Copy each line of the listing where the word "JSON" can be found.

Extracted information -

┄┄┄┄┄┄

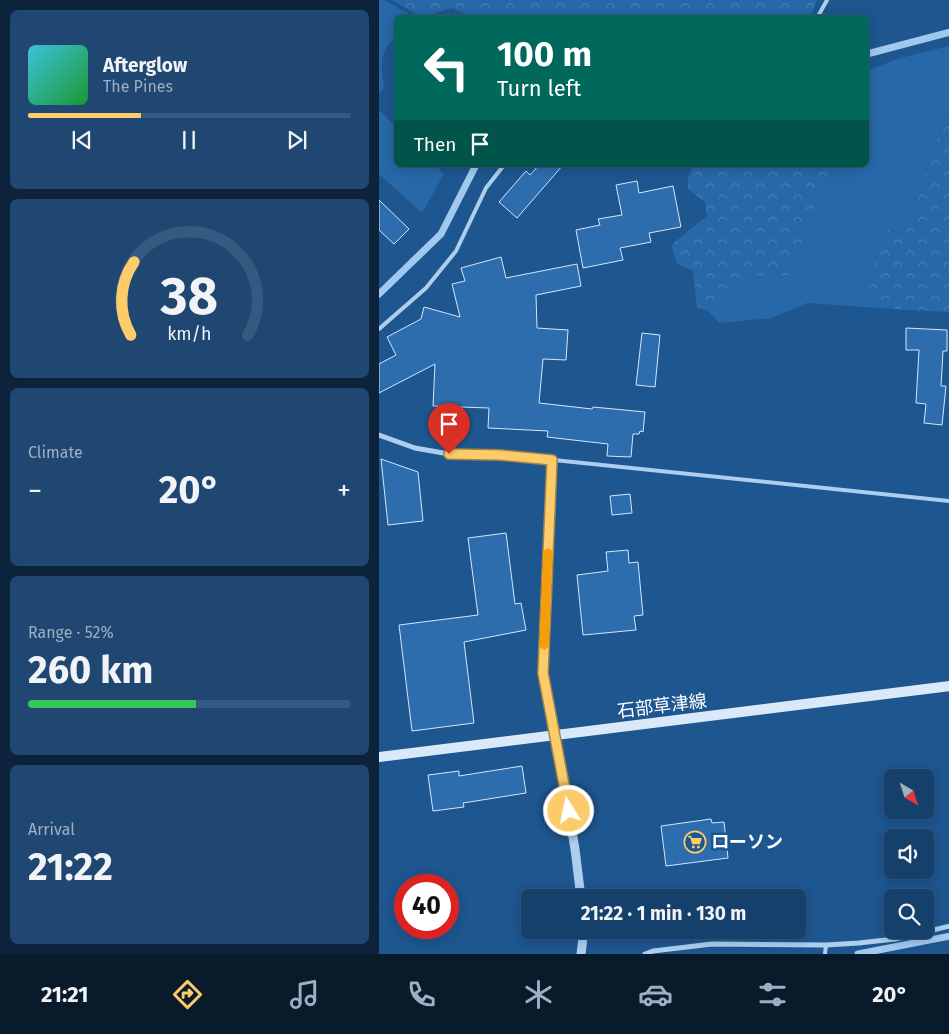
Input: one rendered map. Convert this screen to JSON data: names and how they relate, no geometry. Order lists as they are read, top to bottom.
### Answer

┄┄┄┄┄┄

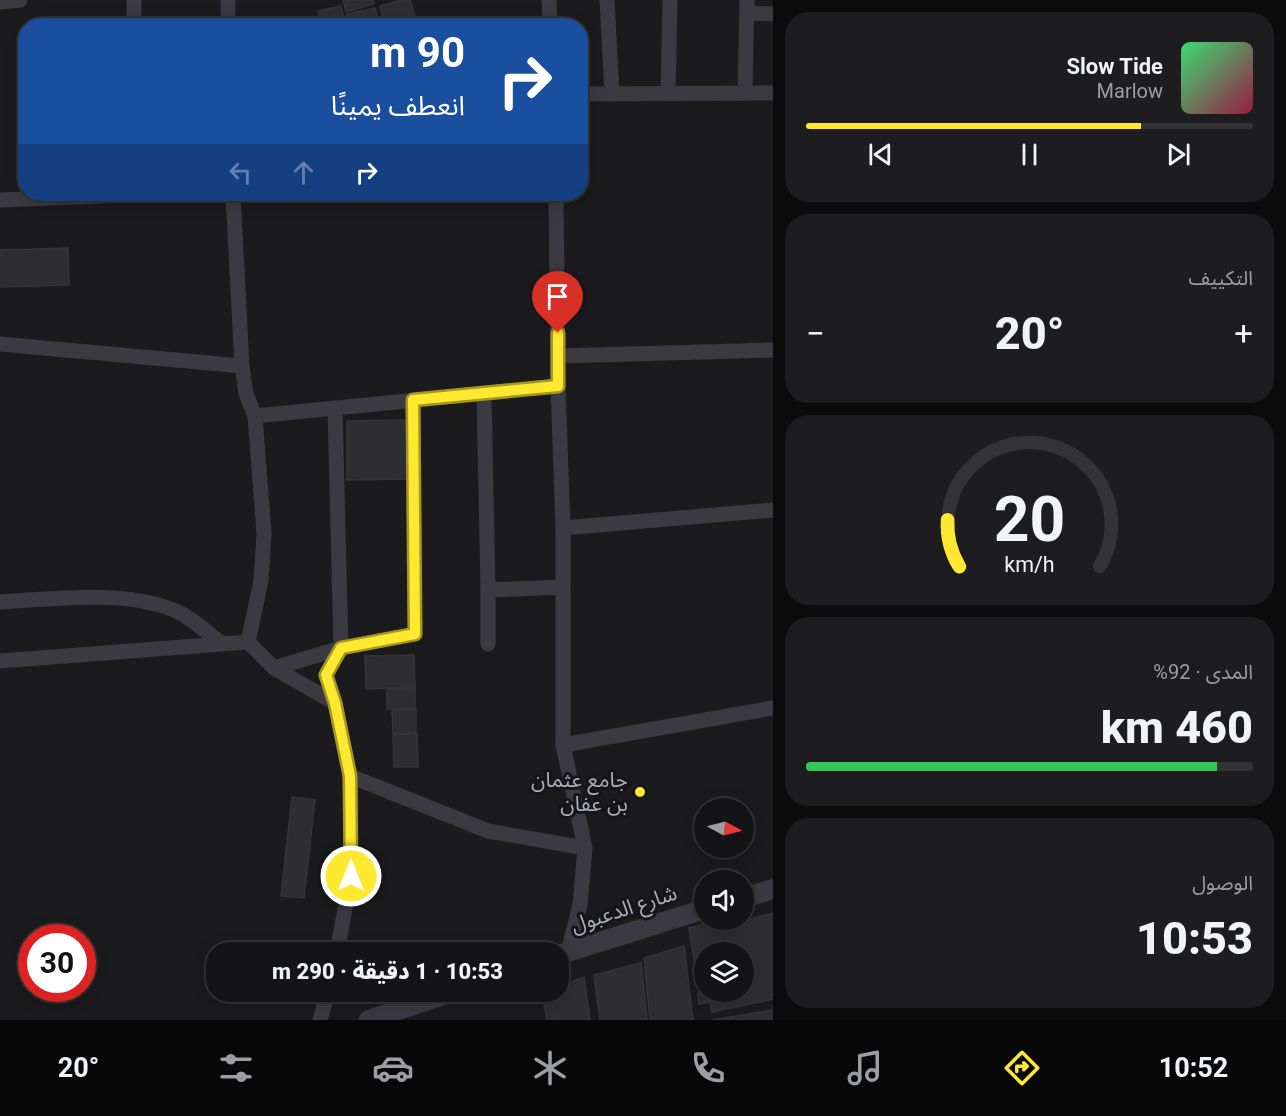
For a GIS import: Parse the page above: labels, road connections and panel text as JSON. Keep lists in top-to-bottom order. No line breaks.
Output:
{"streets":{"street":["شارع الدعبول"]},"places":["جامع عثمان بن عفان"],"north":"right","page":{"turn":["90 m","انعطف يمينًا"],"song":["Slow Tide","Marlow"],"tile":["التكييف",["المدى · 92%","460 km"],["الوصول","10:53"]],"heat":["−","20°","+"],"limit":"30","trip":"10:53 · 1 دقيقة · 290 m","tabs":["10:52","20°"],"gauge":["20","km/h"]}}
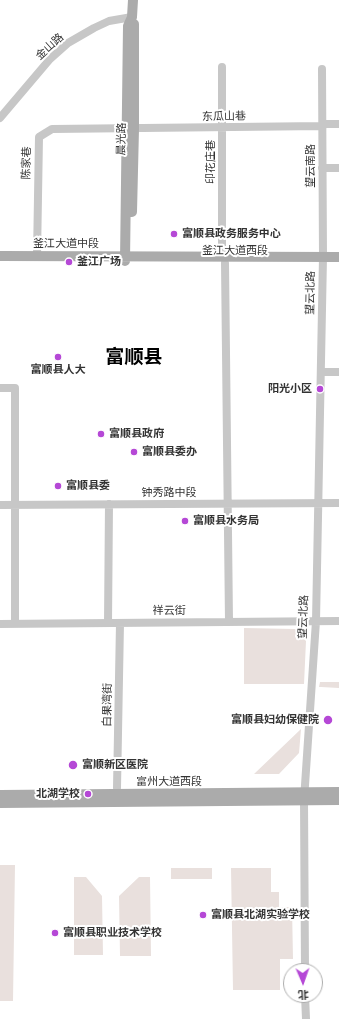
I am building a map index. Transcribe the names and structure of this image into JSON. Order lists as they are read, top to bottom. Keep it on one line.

┄┄┄┄┄┄

Your response -
Input: one rendered map. Convert this screen to JSON data: names and how they relate, no geometry. Order lists as they are read, top to bottom.
For a GIS import: Parse the page above: labels, road connections and panel text as JSON. Keep lists in top-to-bottom order. No line breaks.
I am building a map index. Transcribe the names and structure of this image into JSON. Order lists as they are read, top to bottom. Keep it on one line.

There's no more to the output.